# I LOVE MY NISSAN!



## Daki_One (Mar 23, 2009)

There's a Northwest nissan meet coming up on the 29th of March at Golden Gardens park in Seattle. Its gonna go on from 10am to 3pm.  Its a real nice location with a beautiful view. This is for all the northwest heads. 

Heres some pictures from golden gardens park:











And heres some pictures from the meet last year:















hope to see many of you there. :thumbup:


----------



## jedi32277 (Apr 28, 2009)

ah the skylines, sexiest car ever made.

<---- my 85 300zx


----------



## ccssk8ter11 (Apr 28, 2009)

Thats a pretty good lookin s14, which car is yours?


----------



## fuglychick21 (Dec 26, 2009)

Diddo on the Nissan!!  Here's my 350!!


----------



## Tyger (Feb 1, 2010)

fuglychick21 said:


> Diddo on the Nissan!!  Here's my 350!!



Have you tried taking the same shoot with the shutter open a little longer?  Pace the car and lock the camera on your 350.


----------



## PatrickHMS (Feb 2, 2010)

When I got my first Nissan, they called them a Datsun, 1970 240Z, then got a 1973 that I ran into the ground, it had well over 200,000 miles on it when I finally sold it. Back then you could get a brand new Z-car for around $3,500.00...lol

I have tons of photos taken during the early-to-mid 1970's, including shots of Paul Newman driving a Z-Car for Bob Sharp at Road Atlanta - if I could ever find the box they are packed away in.


----------



## DemonAstroth (Feb 2, 2010)

I really enjoyed my G20 and if it wasn't for living in rust-country, I would have gladly dropped another engine (SR20VE), when the stock one died.

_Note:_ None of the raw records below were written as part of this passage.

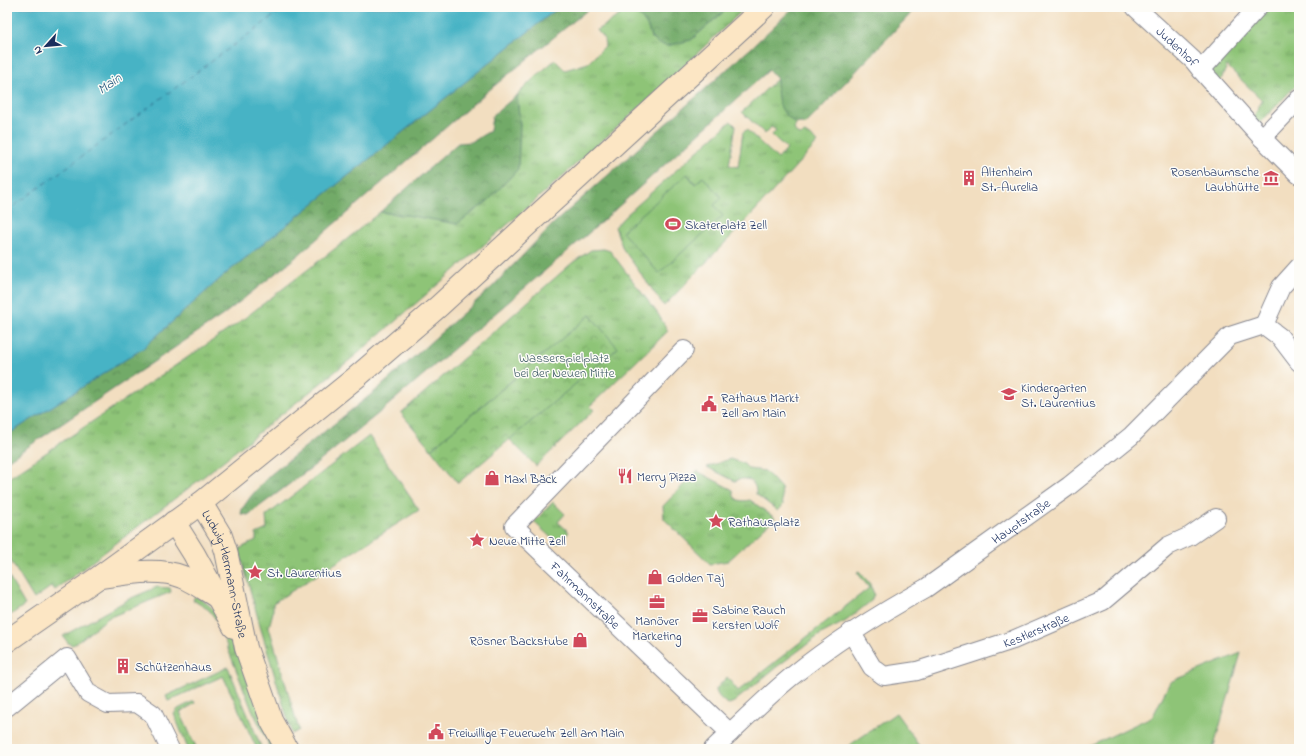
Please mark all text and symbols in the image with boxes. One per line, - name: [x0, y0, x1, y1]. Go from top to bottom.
- street label: Judenhof: [1151, 23, 1203, 72]
- north arrow: [26, 26, 66, 66]
- text: N: [29, 43, 47, 57]
- water label: Main: [93, 68, 127, 100]
- place label: Altenheim St.-Aurelia: [981, 163, 1038, 197]
- place label: Rosenbaumsche Laubhütte: [1170, 163, 1259, 197]
- building icon: Altenheim St.-Aurelia: [960, 169, 978, 187]
- museum icon: Rosenbaumsche Laubhütte: [1262, 169, 1280, 187]
- sports icon: Skaterplatz Zell: [664, 215, 682, 233]
- place label: Skaterplatz Zell: [685, 216, 767, 235]
- park label: Wasserspielplatz bei der Neuen Mitte: [514, 349, 615, 383]
- place label: Kindergarten St. Laurentius: [1021, 379, 1096, 413]
- school or university icon: Kindergarten St. Laurentius: [1000, 385, 1018, 403]
- place label: Rathaus Markt Zell am Main: [721, 389, 800, 423]
- public building icon: Rathaus Markt Zell am Main: [700, 395, 718, 413]
- restaurant icon: Merry Pizza: [616, 467, 634, 485]
- place label: Merry Pizza: [637, 468, 696, 488]
- shop icon: Maxl Bäck: [483, 469, 501, 487]
- place label: Maxl Bäck: [504, 470, 557, 489]
- street label: Hauptstraße: [988, 494, 1055, 549]
- street label: Ludwig-Herrmann-Straße: [196, 507, 252, 640]
- place icon: Rathausplatz: [707, 512, 725, 530]
- place label: Rathausplatz: [728, 513, 800, 532]
- place icon: Neue Mitte Zell: [468, 531, 486, 549]
- place label: Neue Mitte Zell: [489, 532, 566, 551]
- street label: Fahrmannstraße: [545, 557, 624, 634]
- place icon: St. Laurentius: [246, 563, 264, 581]
- place label: St. Laurentius: [267, 564, 342, 583]
- shop icon: Golden Taj: [646, 568, 664, 586]
- place label: Golden Taj: [667, 569, 724, 588]
- office icon: Manöver Marketing: [648, 593, 666, 611]
- place label: Sabine Rauch Kersten Wolf: [712, 601, 786, 635]
- office icon: Sabine Rauch Kersten Wolf: [691, 607, 709, 625]
- street label: Kestlerstraße: [1001, 609, 1072, 654]
- place label: Manöver Marketing: [632, 612, 682, 647]
- shop icon: Rösner Backstube: [571, 631, 589, 649]
- place label: Rösner Backstube: [470, 632, 568, 651]
- building icon: Schützenhaus: [114, 657, 132, 675]
- place label: Schützenhaus: [135, 658, 212, 677]
- public building icon: Freiwillige Feuerwehr Zell am Main: [427, 723, 445, 741]
- place label: Freiwillige Feuerwehr Zell am Main: [447, 724, 624, 744]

Unfortunately, G35's are too expensive for me and 350z's styling is too unappealing and IMHO even tacky.  So i went the german route and I have an Audi TT 6 speed now.

Looking forward to pictures of the cars though!


----------



## Restomage (Feb 2, 2010)

Nice ride, I'm hoping to pick up one of these after college:


----------



## Hybrid Designz (Feb 2, 2010)

i love nissan! but i did the truck thing  89 Nissan d21(hardbody) with airride and the whole shabang   i miss it a ton.


----------



## twozero (Feb 2, 2010)

DemonAstroth said:


> I really enjoyed my G20 and if it wasn't for living in rust-country, I would have gladly dropped another engine (SR20VE), when the stock one died.

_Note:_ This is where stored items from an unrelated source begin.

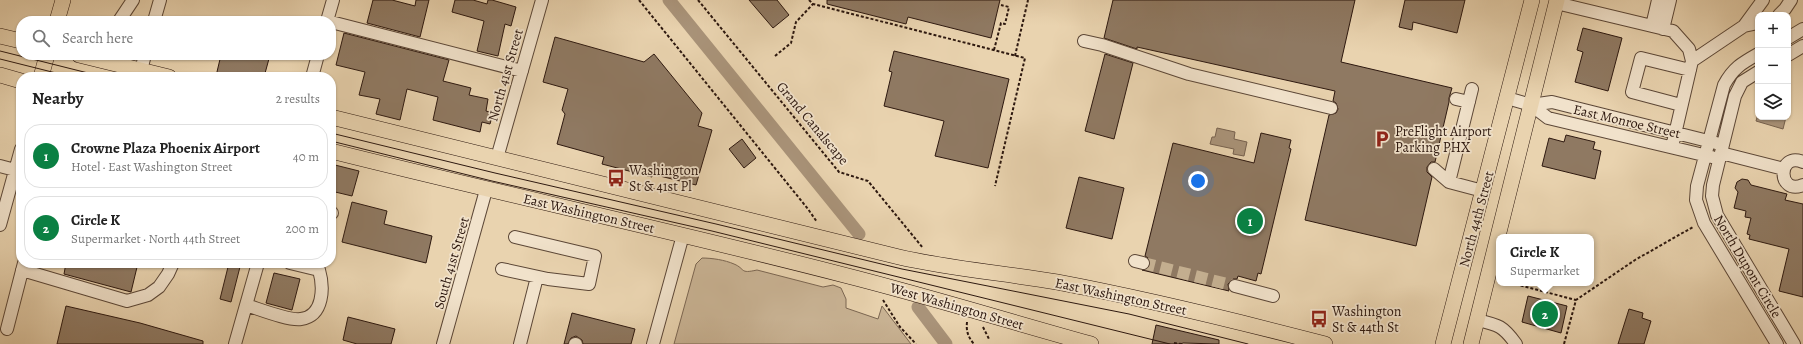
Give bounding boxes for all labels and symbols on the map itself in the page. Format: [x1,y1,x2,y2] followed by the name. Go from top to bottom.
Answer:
[483,26,528,124] street label: North 41st Street
[772,78,853,169] street label: Grand Canalscape
[1571,100,1683,143] street label: East Monroe Street
[1395,122,1492,157] place label: PreFlight Airport Parking PHX
[1372,129,1392,149] parking icon: PreFlight Airport Parking PHX
[628,161,699,196] place label: Washington St & 41st Pl
[606,168,626,188] bus stop icon: Washington St & 41st Pl
[1454,169,1499,269] street label: North 44th Street
[1188,171,1208,191] your location
[521,189,657,238] street label: East Washington Street
[1237,206,1263,236] pin: 1
[1709,211,1786,321] street label: North Dupont Circle
[429,214,474,311] street label: South 41st Street
[1053,273,1189,320] street label: East Washington Street
[887,278,1026,335] street label: West Washington Street
[1532,299,1558,329] pin: 2
[1331,302,1402,337] place label: Washington St & 44th St
[1309,309,1329,329] bus stop icon: Washington St & 44th St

I love G20s. I had a '94 G20t and drove it til it had almost 200,000 miles. Then I got hit and totalled the car. Replaced it with a 95 non t-model. drove it for another 80,000 or so. I used to frequent g20.net back in the day.

Then I jumped on the 240 bandwagon. (so much fun!)


----------



## Dominantly (Feb 2, 2010)

Tyger said:


> fuglychick21 said:
> 
> 
> > Diddo on the Nissan!!  Here's my 350!!
> ...


I doubt that car was moving, it looks like a PS blur. Look right above the roof of the car.



jedi32277 said:


> ah the* skylines, sexiest car ever made*.
> 
> <---- my 85 300zx


Why such low standards?


----------